De plus en plus de petits francophones fréquentent les
écoles
flamandes. Le CDH plaide pour un enseignement bilingue à Bruxelles,
sur une base volontaire.
Les écoles flamandes de Bruxelles attirent de plus en plus d’élèves
francophones. À tel point que certains parents néerlandophones
doivent parfois frapper à la porte de plusieurs établissement avant de
pouvoir inscrire leur rejeton !
Cette situation a mobilisé six députés flamands, issus de tous les
partis flamands du gouvernement bruxellois (VLD-VU, CD&V, SP.A et
Groen !). Ils viennent de déposer, au parlement flamand, une
proposition de décret visant à accorder, dans les écoles du réseau
d’enseignement néerlandophone bruxellois, un «droit de priorité limité» aux enfants issus de familles qui
parlent le néerlandais dans la vie de tous les jours.
Concrètement, la formule proposée par les signataires est la
suivante : durant l’année qui précède la rentrée scolaire de l’élève,
des listes d’inscriptions sont ouvertes, école par école, entre le 1er
septembre et le 31 janvier. Il est fixé, par établissement, une
capacité maximale d’élèves. Si le nombre de demandes d’inscription
est inférieur à cette capacité, toutes les demandes seront
acceptées. Si en revanche le nombre de demandes dépasse cette
capacité, priorité sera donnée aux demandes néerlandophones. Un
élève néerlandophone s’inscrivant le 30 janvier serait ainsi
prioritaire par rapport à un élève issu d’une famille non
néerlandophone ayant introduit sa demande en novembre. Si la
proposition de décret est acceptée, cette procédure entrerait en
vigueur à la rentrée scolaire 2005.
Selon l’opposition CDH bruxelloise, l’instauration de quotas d’écoliers
en fonction de leur idiome est contraire au droit européen. Le traité
de Rome, modifié par celui de Maastricht, prévoit l’abolition de
toute discrimination basée sur la nationalité entre les travailleurs
de l’Union, pour l’emploi, la rémunération et les autres
conditions de travail. Mais la Cour de justice européenne a
encouragé l’entrée de l’enseignement dans le champ d’application du traité.
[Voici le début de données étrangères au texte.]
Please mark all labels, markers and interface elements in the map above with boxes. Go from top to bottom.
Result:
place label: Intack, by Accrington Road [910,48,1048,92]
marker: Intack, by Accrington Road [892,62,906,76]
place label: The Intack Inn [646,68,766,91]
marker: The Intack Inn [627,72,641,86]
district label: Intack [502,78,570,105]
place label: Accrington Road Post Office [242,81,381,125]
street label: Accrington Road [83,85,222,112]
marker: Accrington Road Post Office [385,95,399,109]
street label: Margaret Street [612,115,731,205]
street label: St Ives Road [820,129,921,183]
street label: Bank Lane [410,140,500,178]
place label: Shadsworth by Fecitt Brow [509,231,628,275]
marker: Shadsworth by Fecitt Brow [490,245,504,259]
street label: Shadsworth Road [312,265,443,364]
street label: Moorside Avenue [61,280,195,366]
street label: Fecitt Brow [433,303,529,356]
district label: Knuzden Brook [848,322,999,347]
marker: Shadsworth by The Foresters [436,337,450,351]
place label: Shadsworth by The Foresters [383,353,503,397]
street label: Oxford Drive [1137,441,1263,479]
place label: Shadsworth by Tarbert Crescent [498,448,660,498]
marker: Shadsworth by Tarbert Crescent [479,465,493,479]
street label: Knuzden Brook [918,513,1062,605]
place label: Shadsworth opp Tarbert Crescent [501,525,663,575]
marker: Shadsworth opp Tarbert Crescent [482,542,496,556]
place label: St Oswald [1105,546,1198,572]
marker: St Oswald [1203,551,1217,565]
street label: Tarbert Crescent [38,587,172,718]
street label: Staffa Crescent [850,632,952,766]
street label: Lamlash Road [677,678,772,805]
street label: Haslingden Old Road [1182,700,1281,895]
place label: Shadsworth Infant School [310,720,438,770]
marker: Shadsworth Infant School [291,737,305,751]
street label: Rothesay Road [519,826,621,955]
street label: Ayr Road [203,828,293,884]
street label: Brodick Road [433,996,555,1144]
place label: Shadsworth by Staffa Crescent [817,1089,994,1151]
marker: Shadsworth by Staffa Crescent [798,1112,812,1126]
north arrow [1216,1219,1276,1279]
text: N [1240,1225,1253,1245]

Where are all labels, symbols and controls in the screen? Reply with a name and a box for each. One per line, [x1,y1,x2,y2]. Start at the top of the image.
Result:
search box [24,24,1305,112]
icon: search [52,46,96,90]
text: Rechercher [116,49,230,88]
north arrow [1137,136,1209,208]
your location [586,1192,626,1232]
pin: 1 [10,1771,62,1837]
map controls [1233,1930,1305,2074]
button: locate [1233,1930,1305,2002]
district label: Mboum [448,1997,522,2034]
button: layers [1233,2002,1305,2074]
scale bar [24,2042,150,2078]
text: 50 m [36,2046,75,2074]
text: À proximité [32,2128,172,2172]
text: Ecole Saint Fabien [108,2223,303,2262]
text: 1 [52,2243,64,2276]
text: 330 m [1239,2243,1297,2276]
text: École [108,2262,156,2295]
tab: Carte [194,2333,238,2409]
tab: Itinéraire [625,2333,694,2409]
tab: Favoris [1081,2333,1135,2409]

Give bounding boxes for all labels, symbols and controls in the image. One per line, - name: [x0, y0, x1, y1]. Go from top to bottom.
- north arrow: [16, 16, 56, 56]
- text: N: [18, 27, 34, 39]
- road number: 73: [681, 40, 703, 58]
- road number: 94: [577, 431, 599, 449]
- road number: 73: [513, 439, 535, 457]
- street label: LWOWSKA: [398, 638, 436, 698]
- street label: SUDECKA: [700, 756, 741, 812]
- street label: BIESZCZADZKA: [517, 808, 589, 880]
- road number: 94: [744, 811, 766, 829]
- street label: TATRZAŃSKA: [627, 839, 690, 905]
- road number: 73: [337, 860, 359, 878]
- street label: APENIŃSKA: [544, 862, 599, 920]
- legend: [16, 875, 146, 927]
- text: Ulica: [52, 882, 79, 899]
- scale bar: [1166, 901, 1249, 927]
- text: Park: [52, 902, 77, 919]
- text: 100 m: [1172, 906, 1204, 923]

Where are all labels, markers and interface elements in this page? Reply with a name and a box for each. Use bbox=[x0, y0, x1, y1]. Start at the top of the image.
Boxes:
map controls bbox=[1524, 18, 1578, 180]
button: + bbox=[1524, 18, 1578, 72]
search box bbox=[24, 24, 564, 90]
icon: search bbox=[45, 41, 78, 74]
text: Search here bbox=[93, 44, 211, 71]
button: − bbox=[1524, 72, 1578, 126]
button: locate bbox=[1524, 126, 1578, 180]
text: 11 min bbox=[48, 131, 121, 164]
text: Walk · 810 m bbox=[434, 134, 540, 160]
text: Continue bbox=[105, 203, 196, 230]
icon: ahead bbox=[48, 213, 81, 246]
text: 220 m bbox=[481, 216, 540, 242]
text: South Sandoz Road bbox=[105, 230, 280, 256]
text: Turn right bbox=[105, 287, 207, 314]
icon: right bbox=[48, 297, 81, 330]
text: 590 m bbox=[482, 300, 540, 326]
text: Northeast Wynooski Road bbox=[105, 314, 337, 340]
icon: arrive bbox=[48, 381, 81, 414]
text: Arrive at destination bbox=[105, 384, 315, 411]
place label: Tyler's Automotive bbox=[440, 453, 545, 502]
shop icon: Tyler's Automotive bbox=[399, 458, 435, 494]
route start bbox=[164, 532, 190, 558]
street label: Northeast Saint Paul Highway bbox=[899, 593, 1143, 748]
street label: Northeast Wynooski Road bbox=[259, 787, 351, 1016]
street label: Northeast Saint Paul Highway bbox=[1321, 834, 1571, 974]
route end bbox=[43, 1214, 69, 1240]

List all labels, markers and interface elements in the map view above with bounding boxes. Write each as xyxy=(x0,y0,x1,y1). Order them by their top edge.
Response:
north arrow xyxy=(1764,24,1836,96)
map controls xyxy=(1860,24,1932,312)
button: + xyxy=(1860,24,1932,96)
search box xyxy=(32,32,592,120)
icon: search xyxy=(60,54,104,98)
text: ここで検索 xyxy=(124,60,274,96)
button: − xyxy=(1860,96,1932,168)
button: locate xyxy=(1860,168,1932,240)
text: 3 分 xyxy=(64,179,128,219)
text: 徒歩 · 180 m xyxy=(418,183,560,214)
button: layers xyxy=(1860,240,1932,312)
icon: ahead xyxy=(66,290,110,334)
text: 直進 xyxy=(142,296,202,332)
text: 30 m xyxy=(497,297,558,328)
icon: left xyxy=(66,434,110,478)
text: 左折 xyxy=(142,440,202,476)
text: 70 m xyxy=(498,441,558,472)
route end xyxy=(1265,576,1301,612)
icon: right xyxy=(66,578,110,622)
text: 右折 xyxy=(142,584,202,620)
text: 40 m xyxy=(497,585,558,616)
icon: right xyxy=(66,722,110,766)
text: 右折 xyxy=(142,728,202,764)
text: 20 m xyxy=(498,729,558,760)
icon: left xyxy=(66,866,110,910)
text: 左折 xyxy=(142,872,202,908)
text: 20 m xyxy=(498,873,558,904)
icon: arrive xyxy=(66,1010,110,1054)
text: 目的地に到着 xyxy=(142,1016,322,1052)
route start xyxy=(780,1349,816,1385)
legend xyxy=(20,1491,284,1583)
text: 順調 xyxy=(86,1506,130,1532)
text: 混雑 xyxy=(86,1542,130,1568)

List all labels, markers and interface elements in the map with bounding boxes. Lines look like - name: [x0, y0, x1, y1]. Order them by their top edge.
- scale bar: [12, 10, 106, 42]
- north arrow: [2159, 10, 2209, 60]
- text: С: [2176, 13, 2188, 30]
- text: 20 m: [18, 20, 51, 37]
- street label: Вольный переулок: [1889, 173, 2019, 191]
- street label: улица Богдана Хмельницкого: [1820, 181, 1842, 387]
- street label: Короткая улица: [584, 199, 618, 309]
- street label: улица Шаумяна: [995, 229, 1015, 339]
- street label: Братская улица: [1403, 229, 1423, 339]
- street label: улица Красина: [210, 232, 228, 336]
Ainsi, un
État ne peut plus réserver l’accès
d’écoles à ses nationaux.
Cette objection juridique posée, le chef de groupe CDH au parlement
bruxellois, Benoît Cerexhe, affirme que cette initiative flamande
est révélatrice d’un vrai problème : à Bruxelles, de plus en plus
de parents francophones arrivent à la conclusion que l’immersion
linguistique est la seule solution efficace pour que leurs enfants
deviennent bilingues. Bruxelles compte 22 % de chômeurs et 90 % d’entre
eux sont unilingues francophones, dit Cerexhe. Constatons que l'apprentissage actuel des langues
fonctionne mal. Ceux qui peuvent
se payer des cours de langue particuliers ou des stages de voile en
Zélande finiront toujours par s’en tirer, mais les autres ? La
solution, c’est faciliter l’organisation, sur base volontaire, de
cours généraux en néerlandais dans les écoles (francophones)
bruxelloises !
La Communauté française, compétente en matière d’organisation de
l’enseignement, permet l’immersion dans les écoles wallonnes et
bruxelloises depuis 1998. Pour certains, cela heurte la loi de 1963
stipulant que l’emploi des langues dans les écoles bruxelloises est
de compétence fédérale. Le Conseil d’État est saisi du point. En
attendant, une résolution demandant à l’exécutif bruxellois d’initier
toute collaboration et concertation (pour dispenser des cours
bilingues) sera mise aux voix au parlement régional aujourd’hui. PS,
Écolo et CD&V devraient la voter. Le MR est divisé : le PRL est
plutôt pour, le FDF clairement contre..
WIilliam
Bourton
« Les
parents doivent suivre leur enfant »
Deux cent soixante élèves fréquentent la Prinses Paolaschool, un
établissement primaire communal (néerlandophone) de
Woluwe-SaintLambert. Parmi eux, 80 % de petits francophones ! Une
situation qui ne semble pas vraiment gêner Sonja Laeremans, directrice depuis 20 ans.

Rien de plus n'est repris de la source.